Books 

Retorno de los elementos

Koolhaas-Boom!

Luis Fernández-Galiano 
31/12/2018


Four years later, the fifteen small books making up the catalog of the Venice Biennale directed by Koolhaas have been republished in a larger and thicker single volume, a titanic endeavor that will surely bring to mind the mythical S,M,L,XL of 1995. The designer Irma Boom has made the work manageable by splitting the spine into two halves that make the book easier to open, and extravagantly putting at the hinge the 186 pages of introductions and indexes that have now been added, in a way that the foreword by James Westcott and Stephan Petermann, ‘To survive this book,’ is in the middle of the volume, like the general and alphabetical index or the new texts and photo coverages.
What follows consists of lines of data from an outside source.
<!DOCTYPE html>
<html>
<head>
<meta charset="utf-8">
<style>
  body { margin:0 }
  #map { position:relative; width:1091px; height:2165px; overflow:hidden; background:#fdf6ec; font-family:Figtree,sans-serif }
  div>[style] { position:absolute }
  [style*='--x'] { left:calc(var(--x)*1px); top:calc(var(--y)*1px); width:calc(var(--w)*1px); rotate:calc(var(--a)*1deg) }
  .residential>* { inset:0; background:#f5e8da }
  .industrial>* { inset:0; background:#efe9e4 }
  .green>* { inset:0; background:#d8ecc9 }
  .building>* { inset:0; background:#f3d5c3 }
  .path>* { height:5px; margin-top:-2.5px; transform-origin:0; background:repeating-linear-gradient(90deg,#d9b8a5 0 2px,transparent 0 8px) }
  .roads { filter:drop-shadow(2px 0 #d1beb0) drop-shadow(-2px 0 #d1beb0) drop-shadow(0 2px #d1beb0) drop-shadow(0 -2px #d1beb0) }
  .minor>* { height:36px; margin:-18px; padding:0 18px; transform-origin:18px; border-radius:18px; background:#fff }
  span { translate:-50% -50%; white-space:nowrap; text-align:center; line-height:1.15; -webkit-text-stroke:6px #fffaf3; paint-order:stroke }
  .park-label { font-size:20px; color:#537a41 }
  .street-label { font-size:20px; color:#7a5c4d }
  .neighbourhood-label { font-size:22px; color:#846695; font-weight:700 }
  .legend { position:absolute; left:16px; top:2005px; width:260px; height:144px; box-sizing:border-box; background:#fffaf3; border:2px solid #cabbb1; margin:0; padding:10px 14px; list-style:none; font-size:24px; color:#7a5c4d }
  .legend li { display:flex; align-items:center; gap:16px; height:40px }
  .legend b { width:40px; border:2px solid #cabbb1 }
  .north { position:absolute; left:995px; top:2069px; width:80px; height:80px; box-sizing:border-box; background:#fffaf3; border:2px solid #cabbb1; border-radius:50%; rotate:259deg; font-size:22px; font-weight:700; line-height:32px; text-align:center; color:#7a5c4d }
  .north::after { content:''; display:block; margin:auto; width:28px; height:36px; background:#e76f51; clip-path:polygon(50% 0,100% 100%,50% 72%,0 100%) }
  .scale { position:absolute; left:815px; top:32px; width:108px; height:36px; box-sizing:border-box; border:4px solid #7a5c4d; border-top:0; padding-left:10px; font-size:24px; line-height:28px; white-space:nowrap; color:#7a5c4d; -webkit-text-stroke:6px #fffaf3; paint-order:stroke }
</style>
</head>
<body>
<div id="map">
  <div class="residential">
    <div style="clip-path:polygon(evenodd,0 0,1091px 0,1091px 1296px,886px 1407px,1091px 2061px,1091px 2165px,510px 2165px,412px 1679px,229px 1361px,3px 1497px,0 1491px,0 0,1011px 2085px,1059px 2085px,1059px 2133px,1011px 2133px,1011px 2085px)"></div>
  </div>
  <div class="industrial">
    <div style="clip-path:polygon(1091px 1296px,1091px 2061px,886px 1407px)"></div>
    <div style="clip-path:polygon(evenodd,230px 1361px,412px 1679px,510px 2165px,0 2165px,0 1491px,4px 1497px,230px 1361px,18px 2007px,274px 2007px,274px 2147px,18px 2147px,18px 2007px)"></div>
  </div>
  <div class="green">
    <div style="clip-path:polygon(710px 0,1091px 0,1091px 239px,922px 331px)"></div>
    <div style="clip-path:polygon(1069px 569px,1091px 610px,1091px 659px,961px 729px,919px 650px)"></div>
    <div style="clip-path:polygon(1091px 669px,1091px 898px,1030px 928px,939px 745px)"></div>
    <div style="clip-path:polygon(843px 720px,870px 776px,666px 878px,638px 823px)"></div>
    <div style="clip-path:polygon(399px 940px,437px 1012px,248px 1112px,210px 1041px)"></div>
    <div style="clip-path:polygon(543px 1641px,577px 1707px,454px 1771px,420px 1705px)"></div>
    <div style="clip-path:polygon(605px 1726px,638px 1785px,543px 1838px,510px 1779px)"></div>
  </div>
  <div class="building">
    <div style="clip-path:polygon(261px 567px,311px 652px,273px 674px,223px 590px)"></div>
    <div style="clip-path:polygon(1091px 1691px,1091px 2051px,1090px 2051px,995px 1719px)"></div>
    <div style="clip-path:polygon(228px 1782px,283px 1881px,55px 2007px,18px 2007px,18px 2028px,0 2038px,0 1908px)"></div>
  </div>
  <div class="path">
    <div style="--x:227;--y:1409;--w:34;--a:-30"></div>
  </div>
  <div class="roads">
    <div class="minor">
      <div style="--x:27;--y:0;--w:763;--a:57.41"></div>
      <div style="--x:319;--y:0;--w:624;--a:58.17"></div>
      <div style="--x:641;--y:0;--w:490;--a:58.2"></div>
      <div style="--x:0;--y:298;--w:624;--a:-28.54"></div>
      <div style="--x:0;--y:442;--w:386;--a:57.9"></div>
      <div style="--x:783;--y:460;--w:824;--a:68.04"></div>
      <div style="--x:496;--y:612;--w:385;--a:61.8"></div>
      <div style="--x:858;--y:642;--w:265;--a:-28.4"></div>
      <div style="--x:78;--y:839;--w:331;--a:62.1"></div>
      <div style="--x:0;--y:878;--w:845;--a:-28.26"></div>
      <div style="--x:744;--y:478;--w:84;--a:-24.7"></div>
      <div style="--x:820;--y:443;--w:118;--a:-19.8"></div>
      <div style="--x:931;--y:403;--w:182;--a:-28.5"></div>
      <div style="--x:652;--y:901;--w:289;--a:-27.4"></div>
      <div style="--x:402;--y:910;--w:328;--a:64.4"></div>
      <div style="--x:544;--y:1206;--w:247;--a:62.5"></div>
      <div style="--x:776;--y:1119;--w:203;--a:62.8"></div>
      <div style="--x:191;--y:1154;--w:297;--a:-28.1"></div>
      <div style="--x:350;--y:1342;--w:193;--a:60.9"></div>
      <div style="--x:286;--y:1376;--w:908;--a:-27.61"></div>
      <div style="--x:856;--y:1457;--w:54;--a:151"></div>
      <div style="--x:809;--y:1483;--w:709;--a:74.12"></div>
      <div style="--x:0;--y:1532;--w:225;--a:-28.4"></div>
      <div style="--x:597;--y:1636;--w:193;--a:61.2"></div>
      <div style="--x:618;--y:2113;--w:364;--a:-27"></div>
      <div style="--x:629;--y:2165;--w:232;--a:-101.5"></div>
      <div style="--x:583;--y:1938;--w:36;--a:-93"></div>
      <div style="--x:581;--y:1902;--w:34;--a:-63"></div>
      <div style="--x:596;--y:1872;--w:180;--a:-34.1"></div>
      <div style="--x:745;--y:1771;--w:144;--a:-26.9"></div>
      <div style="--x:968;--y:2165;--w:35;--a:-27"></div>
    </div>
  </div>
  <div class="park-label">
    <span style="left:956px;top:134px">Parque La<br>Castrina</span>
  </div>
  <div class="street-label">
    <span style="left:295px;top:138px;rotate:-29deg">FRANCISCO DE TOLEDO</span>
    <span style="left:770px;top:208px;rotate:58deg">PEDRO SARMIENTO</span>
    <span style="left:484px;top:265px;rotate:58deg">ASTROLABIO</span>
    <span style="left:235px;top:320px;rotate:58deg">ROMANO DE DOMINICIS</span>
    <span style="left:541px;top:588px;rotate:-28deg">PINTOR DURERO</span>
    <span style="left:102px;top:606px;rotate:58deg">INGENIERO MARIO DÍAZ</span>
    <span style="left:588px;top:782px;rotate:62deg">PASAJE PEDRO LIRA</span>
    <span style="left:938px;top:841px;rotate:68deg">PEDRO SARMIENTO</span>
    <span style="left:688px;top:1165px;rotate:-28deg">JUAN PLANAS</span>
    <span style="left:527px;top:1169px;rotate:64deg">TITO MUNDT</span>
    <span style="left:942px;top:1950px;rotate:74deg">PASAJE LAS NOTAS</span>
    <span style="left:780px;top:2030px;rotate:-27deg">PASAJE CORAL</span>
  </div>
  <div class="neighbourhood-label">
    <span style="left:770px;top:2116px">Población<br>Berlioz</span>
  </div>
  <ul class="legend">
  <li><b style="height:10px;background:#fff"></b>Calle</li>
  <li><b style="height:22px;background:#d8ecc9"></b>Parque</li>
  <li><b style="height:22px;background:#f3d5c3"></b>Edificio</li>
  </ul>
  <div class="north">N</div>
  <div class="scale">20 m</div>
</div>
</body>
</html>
In any case, the 2,242 pages that form the bulk of the work are, with minimal variations, those that were published in 2014, so there is no need to repeat what I wrote then (Arquitectura Viva 164). Suffice it to remember that the fifteen compilations of historical and contemporary information “do not mean a return to academic teaching, but to the counterculture of the 1970s.”

Many of us were trained in this counterculture, and in fact Koolhaas’s book – like the exhibition itself – extensively quotes from and reproduces the cover of Fire and Memory, a text that in 1982 was part of my dissertation, but which would not be published until 1991 by Alianza and 2000 by The MIT Press. But having been a professor of Composition Elements – a subject that serves as an introduction to Design – I inevitably paid attention to all of them in teaching, and this dedication yielded numerous publications, among them AV 12 (1987) ‘House, Body, Crisis’ and AV 14 (1988) ‘Private Space,’ which offered a dictionary of elements that would end up crystallizing in the 1990 exhibition ‘Private Space: Five Centuries in Twenty Words,’ prepared, like its catalog, during a sojourn at the Getty Center for the History of Art and the Humanities the previous year, inaugurated by the then Culture Minister, Jorge Semprún, and which brought in 100,000 visitors.

The exhibition – with almost 100 canvases by great Spanish painters, from El Greco or Murillo to Picasso – and the catalog – with historical texts and essays by distinguished writers – orchestrated the elements from an artistic and literary angle, but the specifically architectural dimension would be addressed in Arquitectura Viva 23 (1992) ‘The Domestic Body,’ not to be dealt with again until Arquitectura Viva 169 (2014) ‘Elements,’ which marked the magazine’s 30th anniversary by including – in two languages and with new illustrations – a 1984 text that proposed to move architecture from system to fragment through the exploration of 32 elements. The editors of Koolhaas’s book end their introduction by suggesting that perhaps “architecture’s parts are worth more than their sum,” but there is no certainty that abandoning the system leads to ignoring the totality, nor that this random encyclopedia will ever come to wield the same intellectual and aesthetic influence as the work produced more than two decades ago with the designer Bruce Mau.